When is $\mathbb C^d\setminus\mathcal Z$ simply connected?

Question

Let $\Delta$ be a fan in the lattice $N\cong\mathbb Z^n$ with $d$ edges $\{\rho_1,\cdots,\rho_d\}$. Consider the co-ordinate ring $\mathbb C[x_1,\cdots,x_n]$. Let $\mathcal Z=\bigcup_C\mathcal V(x_i\ |\ \rho_i\in C)$ where the union is taken over all primitive collections $C$ of edge vectors in $\Delta$.

Definition - A subset $C\subseteq \Delta(1)$ (the set of edges in $\Delta$) is a primitive collection if :

1. $C\nsubseteq \sigma(1)$ for all $\sigma \in \Delta$

2. For every proper subset $C'$ of $C$ there is a $\sigma\in\Delta$ with $C'\subseteq \sigma(1)$

Question - Is there a way in general to check if $\mathbb C^d\setminus\mathcal Z$ is simply connected in the analytical topology?

I know that $2\le\text{codim}\mathcal Z\le d$.

Suppose further that $\Delta$ is compete and simplicial then we have either

1. $2\le \text{codim}\mathcal Z\le \lfloor \frac{n}{2}\rfloor+1$ or

2. $d=n+1$ and $\mathcal Z=\{0\}$

It is easy to see that if $\Delta$ is simplicial and 2. is true then $\mathbb C^d\setminus\mathcal Z=\mathbb C^{n+1}\setminus\{0\}$ is simply connected. What about in general? I understand that it will not always be true, but for what codimension of $\mathcal Z$ can one expect $\mathbb C^d\setminus\mathcal Z$ to be simply connected? (Assuming there is a way to relate codimension of $\mathcal Z$ to the simply connectedness of $\mathbb C^d\setminus\mathcal Z$).

Thank you.

Answer 1

There is a simple general fact about k-connectedness of the complement of an affine algebraic set, which seems not to be so well known:

Theorem. If $Z \subseteq \mathbb{C}^d$ is Zariski-closed of codimension $c$, then $\pi_i(\mathbb{C}^d\smallsetminus Z) = 0$ for $0<i\leq 2c-2$, and if $Z$ is nonempty, then $\pi_{2c-1}(\mathbb{C}^d\smallsetminus Z) \neq 0$.

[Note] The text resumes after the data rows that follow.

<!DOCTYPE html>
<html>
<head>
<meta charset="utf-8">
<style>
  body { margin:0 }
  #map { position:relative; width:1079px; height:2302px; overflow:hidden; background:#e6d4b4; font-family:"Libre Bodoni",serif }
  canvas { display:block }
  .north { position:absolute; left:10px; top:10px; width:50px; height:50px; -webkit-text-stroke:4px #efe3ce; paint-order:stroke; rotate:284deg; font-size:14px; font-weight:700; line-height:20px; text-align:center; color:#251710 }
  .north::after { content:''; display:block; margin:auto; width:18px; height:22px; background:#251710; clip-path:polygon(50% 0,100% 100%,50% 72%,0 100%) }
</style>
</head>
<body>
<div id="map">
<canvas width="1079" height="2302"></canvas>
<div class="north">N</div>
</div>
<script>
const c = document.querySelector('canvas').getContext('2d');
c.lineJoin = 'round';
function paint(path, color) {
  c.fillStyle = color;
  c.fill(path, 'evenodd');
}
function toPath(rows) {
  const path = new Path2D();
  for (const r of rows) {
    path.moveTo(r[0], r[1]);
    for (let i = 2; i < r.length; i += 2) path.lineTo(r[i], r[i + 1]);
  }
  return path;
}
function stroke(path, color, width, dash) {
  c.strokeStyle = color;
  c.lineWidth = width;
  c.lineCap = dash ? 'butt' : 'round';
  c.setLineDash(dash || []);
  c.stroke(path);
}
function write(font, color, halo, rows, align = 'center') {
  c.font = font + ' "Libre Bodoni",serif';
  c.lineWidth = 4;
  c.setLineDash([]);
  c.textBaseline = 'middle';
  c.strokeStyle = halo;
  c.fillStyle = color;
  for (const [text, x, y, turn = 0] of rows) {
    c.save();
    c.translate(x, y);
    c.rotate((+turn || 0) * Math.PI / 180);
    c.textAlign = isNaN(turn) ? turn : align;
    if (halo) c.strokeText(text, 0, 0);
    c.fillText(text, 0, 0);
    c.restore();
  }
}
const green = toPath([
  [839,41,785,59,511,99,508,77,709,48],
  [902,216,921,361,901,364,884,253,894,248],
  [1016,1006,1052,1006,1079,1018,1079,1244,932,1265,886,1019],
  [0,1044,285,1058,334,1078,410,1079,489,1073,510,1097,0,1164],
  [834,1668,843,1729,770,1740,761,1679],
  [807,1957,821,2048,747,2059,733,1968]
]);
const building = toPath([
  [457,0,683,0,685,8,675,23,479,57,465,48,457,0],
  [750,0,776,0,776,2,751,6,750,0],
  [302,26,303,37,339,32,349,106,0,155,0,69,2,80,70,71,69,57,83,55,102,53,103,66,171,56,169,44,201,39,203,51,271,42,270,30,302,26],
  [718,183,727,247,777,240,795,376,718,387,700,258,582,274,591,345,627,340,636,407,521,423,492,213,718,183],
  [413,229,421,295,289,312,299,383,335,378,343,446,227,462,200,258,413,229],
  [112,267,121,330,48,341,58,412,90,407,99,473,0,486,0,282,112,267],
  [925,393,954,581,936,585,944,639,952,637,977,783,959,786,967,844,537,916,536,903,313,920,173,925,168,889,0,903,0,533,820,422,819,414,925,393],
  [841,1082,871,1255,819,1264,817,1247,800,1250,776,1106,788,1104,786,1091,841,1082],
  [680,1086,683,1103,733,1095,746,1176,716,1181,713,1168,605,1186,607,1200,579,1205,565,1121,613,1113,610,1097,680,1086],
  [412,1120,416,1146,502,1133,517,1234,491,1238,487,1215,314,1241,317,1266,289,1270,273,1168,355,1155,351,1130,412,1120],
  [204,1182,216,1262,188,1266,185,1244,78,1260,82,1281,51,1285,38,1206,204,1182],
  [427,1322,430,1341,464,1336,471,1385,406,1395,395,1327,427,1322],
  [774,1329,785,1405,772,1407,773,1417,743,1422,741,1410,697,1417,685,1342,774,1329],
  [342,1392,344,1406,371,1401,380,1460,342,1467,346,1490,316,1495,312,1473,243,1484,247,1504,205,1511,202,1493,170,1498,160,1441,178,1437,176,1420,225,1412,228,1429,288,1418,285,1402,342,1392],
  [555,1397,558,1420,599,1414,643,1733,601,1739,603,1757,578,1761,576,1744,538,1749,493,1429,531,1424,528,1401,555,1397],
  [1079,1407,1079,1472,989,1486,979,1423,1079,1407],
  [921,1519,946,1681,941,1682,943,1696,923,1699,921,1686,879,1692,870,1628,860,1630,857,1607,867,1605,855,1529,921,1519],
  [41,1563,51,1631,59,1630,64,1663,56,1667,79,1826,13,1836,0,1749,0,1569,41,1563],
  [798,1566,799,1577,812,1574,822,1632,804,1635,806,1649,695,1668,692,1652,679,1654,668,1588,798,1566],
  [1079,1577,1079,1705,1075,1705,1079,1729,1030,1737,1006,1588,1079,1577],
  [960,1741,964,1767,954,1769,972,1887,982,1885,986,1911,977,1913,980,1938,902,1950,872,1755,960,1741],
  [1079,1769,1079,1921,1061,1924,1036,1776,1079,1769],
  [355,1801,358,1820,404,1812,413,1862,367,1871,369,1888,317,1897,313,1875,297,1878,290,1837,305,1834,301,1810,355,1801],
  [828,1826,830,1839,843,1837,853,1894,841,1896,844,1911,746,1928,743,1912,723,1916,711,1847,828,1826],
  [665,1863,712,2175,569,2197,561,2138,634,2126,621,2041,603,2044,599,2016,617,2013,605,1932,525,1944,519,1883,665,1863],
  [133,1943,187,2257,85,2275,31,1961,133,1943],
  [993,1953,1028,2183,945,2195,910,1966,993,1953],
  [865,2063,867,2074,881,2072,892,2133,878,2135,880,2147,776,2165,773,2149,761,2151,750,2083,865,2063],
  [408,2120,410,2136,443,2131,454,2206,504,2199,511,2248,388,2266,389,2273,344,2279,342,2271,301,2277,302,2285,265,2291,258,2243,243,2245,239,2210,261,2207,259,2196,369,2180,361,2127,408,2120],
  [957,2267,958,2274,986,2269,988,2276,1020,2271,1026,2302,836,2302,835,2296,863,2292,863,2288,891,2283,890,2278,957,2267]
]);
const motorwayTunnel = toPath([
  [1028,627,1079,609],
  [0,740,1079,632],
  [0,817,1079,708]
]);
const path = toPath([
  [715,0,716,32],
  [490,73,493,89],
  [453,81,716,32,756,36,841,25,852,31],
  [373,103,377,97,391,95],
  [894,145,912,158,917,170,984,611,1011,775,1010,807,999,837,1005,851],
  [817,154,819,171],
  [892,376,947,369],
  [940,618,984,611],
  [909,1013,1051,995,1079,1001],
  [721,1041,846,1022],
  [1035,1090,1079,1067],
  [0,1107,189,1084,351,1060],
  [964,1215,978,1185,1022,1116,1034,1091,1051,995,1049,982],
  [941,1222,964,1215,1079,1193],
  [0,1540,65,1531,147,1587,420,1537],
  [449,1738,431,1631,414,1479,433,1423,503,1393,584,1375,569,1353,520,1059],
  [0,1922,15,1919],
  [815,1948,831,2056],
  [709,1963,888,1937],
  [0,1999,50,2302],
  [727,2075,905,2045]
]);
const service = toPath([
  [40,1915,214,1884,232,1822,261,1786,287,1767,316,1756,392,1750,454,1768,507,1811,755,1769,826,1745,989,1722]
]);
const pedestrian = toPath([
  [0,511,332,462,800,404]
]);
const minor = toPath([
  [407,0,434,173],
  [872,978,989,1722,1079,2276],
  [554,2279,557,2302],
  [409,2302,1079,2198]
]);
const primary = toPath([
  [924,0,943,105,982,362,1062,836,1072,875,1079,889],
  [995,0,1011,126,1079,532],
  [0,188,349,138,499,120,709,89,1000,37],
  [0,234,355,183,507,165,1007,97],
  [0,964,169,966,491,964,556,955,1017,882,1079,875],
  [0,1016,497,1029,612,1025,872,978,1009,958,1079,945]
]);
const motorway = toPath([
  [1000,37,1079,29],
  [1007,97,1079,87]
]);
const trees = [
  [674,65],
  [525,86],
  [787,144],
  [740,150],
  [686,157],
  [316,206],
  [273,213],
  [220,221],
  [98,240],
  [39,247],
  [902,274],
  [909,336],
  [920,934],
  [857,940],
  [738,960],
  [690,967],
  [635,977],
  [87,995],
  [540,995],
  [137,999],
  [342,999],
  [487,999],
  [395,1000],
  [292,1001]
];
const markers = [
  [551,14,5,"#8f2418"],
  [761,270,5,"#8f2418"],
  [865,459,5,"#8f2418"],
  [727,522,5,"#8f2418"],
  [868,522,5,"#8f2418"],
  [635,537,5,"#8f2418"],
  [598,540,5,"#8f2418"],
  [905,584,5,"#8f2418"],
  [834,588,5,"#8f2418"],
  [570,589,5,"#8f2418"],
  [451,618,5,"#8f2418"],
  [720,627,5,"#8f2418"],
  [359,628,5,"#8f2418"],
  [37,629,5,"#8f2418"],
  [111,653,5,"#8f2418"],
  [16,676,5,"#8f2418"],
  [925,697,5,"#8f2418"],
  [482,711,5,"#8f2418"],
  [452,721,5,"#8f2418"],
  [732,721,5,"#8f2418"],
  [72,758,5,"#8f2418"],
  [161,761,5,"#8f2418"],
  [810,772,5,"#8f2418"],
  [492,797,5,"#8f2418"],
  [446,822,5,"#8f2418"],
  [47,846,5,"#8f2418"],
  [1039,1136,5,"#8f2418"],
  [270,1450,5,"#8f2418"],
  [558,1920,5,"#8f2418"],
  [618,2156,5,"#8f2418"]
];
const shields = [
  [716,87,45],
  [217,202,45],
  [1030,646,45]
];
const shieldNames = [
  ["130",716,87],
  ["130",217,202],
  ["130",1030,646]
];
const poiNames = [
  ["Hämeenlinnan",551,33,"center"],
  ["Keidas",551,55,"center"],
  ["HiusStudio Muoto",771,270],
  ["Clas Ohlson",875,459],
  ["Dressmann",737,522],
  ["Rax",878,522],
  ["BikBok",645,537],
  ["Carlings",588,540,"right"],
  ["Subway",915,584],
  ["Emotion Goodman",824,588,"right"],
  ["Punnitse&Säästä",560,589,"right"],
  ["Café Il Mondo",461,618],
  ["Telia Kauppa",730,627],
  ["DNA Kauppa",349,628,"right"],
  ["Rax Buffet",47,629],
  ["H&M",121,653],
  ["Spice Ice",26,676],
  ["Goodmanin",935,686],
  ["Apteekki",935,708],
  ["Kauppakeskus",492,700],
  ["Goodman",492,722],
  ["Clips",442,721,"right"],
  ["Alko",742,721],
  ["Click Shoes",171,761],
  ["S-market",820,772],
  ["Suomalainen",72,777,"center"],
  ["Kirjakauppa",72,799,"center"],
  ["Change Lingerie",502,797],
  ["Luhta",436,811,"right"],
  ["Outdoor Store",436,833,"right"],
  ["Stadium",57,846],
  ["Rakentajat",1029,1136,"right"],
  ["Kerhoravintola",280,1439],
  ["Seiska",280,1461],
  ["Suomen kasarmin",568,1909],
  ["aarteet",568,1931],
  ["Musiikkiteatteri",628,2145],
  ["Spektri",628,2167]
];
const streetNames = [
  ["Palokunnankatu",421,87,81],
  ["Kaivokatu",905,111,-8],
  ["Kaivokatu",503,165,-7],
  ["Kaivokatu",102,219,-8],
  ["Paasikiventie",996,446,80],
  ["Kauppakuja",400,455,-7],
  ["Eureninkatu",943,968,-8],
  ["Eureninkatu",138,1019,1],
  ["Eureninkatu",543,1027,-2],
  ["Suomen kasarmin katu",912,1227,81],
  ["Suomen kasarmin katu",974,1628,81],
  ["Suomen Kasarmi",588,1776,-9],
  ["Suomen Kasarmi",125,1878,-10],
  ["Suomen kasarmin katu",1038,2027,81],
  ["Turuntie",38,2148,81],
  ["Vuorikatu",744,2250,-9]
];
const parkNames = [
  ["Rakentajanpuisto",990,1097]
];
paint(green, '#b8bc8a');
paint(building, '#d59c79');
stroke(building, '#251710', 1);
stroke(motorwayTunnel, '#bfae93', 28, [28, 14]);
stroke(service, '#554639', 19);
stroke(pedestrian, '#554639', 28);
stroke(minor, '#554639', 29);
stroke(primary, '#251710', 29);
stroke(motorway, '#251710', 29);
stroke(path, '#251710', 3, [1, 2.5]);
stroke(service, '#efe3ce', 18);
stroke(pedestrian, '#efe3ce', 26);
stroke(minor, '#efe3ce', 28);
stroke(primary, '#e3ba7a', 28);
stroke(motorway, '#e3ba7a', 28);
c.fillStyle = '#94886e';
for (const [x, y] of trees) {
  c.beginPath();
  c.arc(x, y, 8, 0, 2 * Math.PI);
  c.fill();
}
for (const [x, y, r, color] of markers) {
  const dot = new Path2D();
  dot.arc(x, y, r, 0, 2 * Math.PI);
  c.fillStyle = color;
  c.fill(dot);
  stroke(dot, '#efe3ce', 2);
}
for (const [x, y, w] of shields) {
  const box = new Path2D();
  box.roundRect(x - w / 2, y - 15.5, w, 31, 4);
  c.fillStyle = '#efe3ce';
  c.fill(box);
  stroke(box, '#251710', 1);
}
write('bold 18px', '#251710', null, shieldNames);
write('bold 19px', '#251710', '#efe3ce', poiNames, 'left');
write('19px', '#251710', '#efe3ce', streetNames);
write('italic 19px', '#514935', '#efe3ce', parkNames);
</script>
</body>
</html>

This is stated as Proposition 4.1 in these notes (PDF); the proof is not hard. In particular, I think the sets you're asking about are always simply connected.

Answer 2

Proposition 5.8 here gives three conditions for the inclusion map $\mathbb{C}^d\setminus \mathcal{Z}\hookrightarrow \mathbb{C}^d$ to be 2-connected. In particular when those conditions are satisfied $\mathbb{C}^d\setminus \mathcal{Z}$ is simply-connected.

I haven't thought about your specific situation, but I would guess that large codimension is probably enough to imply the first two conditions in the referenced proposition above very generally. The third condition is where you might need to do some work in your specific situation.